--- INPUT DATA Enclosed Below ---
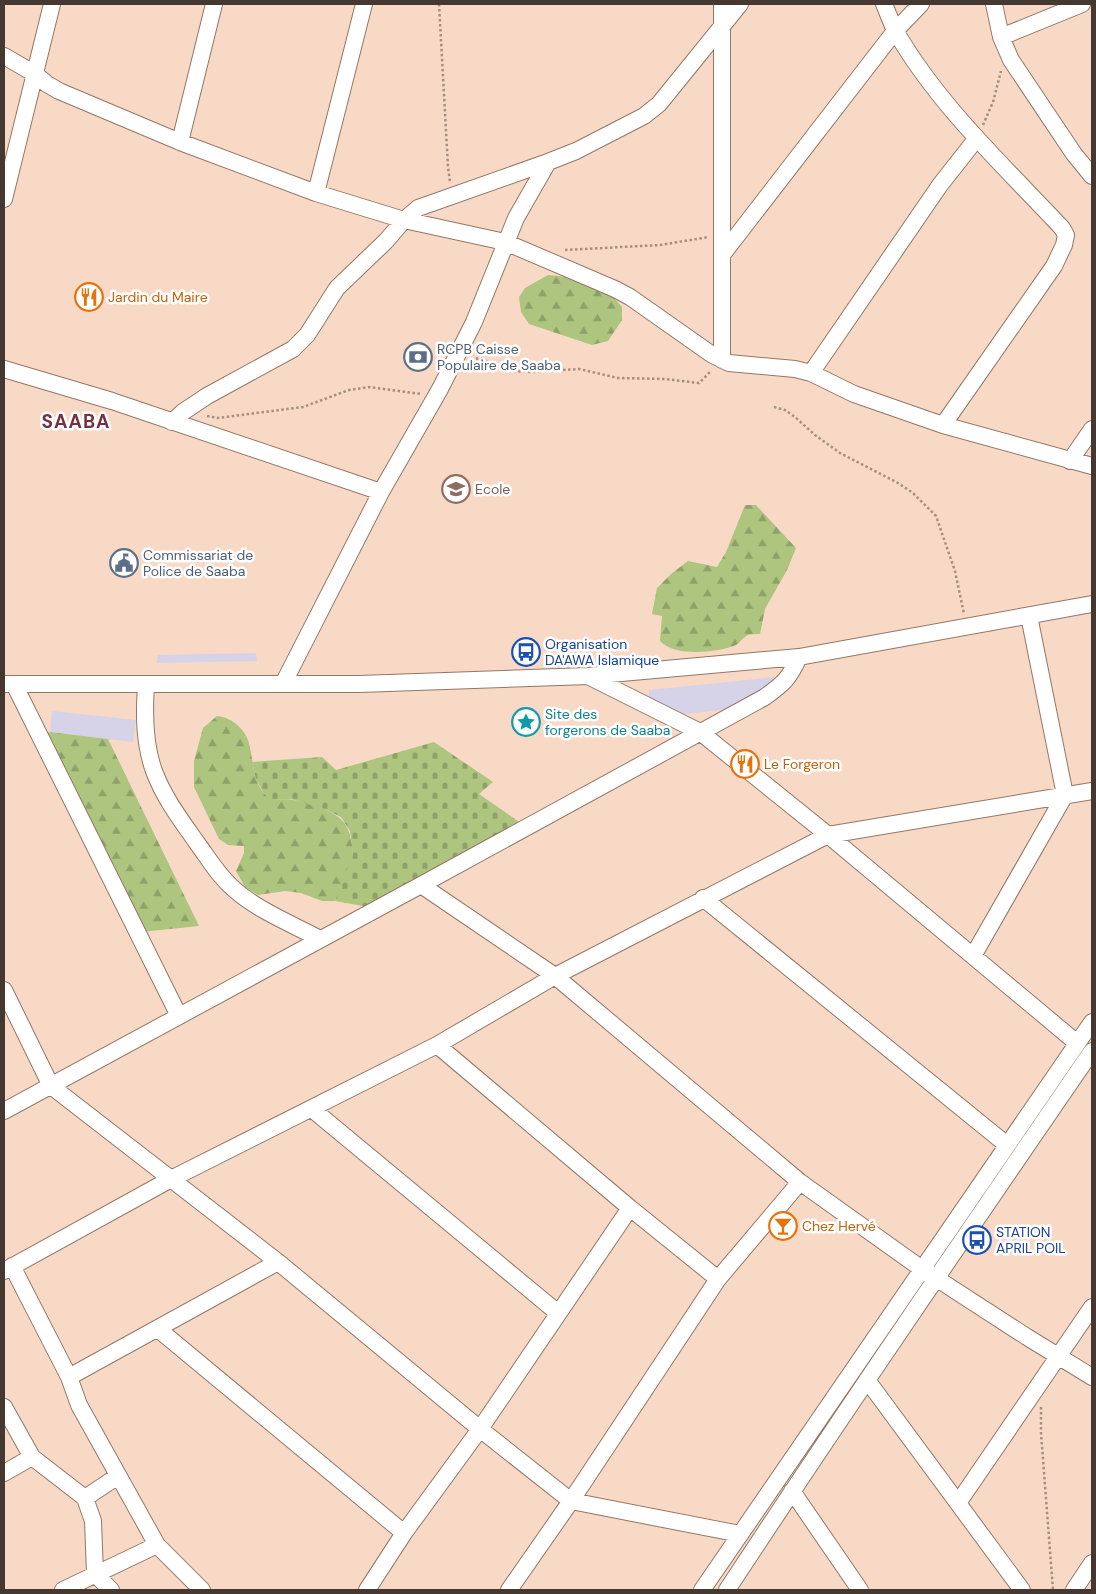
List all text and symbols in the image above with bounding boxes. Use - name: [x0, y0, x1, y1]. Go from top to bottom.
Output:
- restaurant icon: Jardin du Maire: [74, 282, 104, 312]
- place label: Jardin du Maire: [108, 288, 208, 306]
- place label: RCPB Caisse Populaire de Saaba: [437, 340, 561, 374]
- bank icon: RCPB Caisse Populaire de Saaba: [403, 342, 433, 372]
- district label: SAABA: [42, 409, 110, 434]
- school or university icon: Ecole: [441, 474, 471, 504]
- place label: Ecole: [475, 480, 510, 498]
- place label: Commissariat de Police de Saaba: [143, 546, 253, 580]
- public building icon: Commissariat de Police de Saaba: [109, 548, 139, 578]
- place label: Organisation DA'AWA Islamique: [545, 635, 659, 669]
- bus stop icon: Organisation DA'AWA Islamique: [511, 637, 541, 667]
- place label: Site des forgerons de Saaba: [545, 705, 670, 739]
- place icon: Site des forgerons de Saaba: [511, 707, 541, 737]
- restaurant icon: Le Forgeron: [730, 749, 760, 779]
- place label: Le Forgeron: [764, 755, 840, 773]
- bar icon: Chez Hervé: [768, 1211, 798, 1241]
- place label: Chez Hervé: [802, 1217, 876, 1235]
- place label: STATION APRIL POIL: [996, 1223, 1066, 1257]
- bus stop icon: STATION APRIL POIL: [962, 1225, 992, 1255]

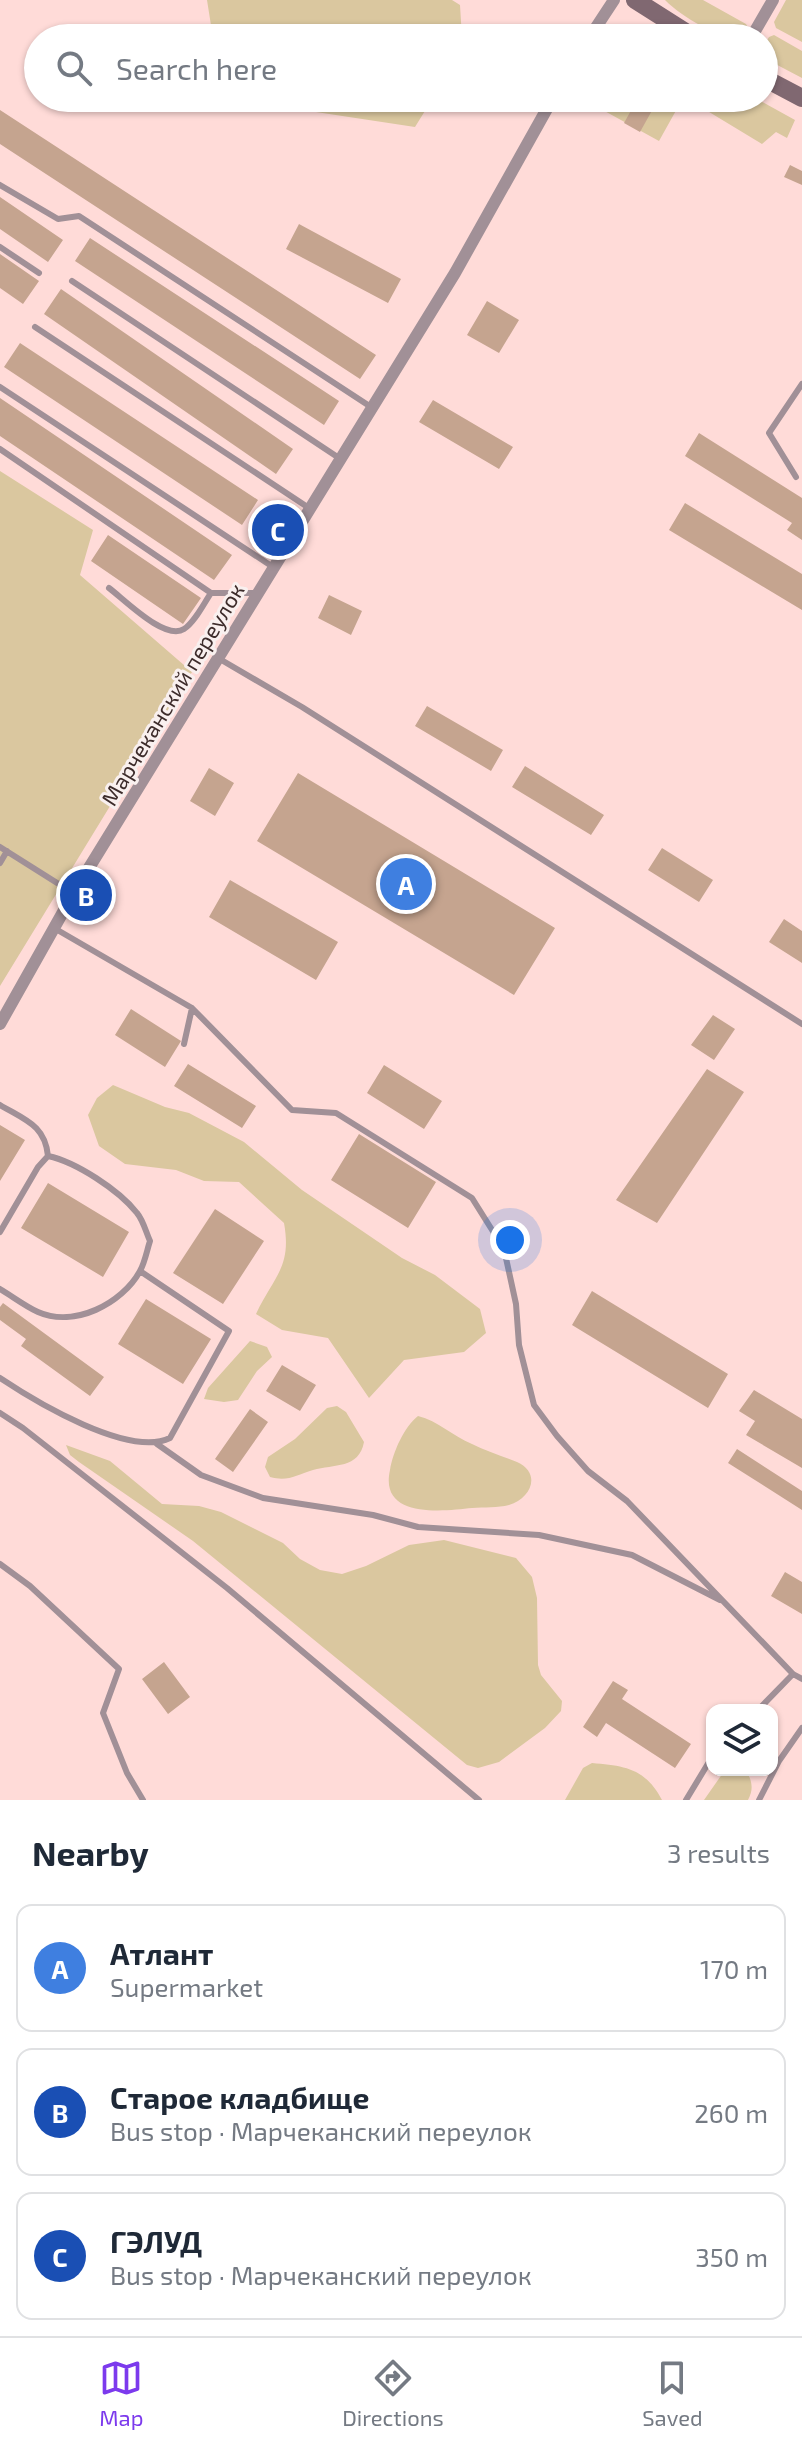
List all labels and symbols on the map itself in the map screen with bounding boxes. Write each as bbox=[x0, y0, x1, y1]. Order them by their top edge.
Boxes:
pin: C bbox=[252, 500, 304, 560]
street label: Марчеканский переулок bbox=[95, 578, 250, 810]
pin: A bbox=[380, 854, 432, 914]
pin: B bbox=[60, 865, 112, 925]
your location bbox=[490, 1220, 530, 1260]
--- End of Enclosed INPUT DATA ---
YOUR OBJECTIVE
Go through the material line by line. Show each line that contains the string "bounding".

PROBLEM SOLUTION
List all text and symbols in the image above with bounding boxes. Use - name: [x0, y0, x1, y1]. Go from top to bottom.
List all labels and symbols on the map itself in the map screen with bounding boxes. Write each as bbox=[x0, y0, x1, y1]. Order them by their top edge.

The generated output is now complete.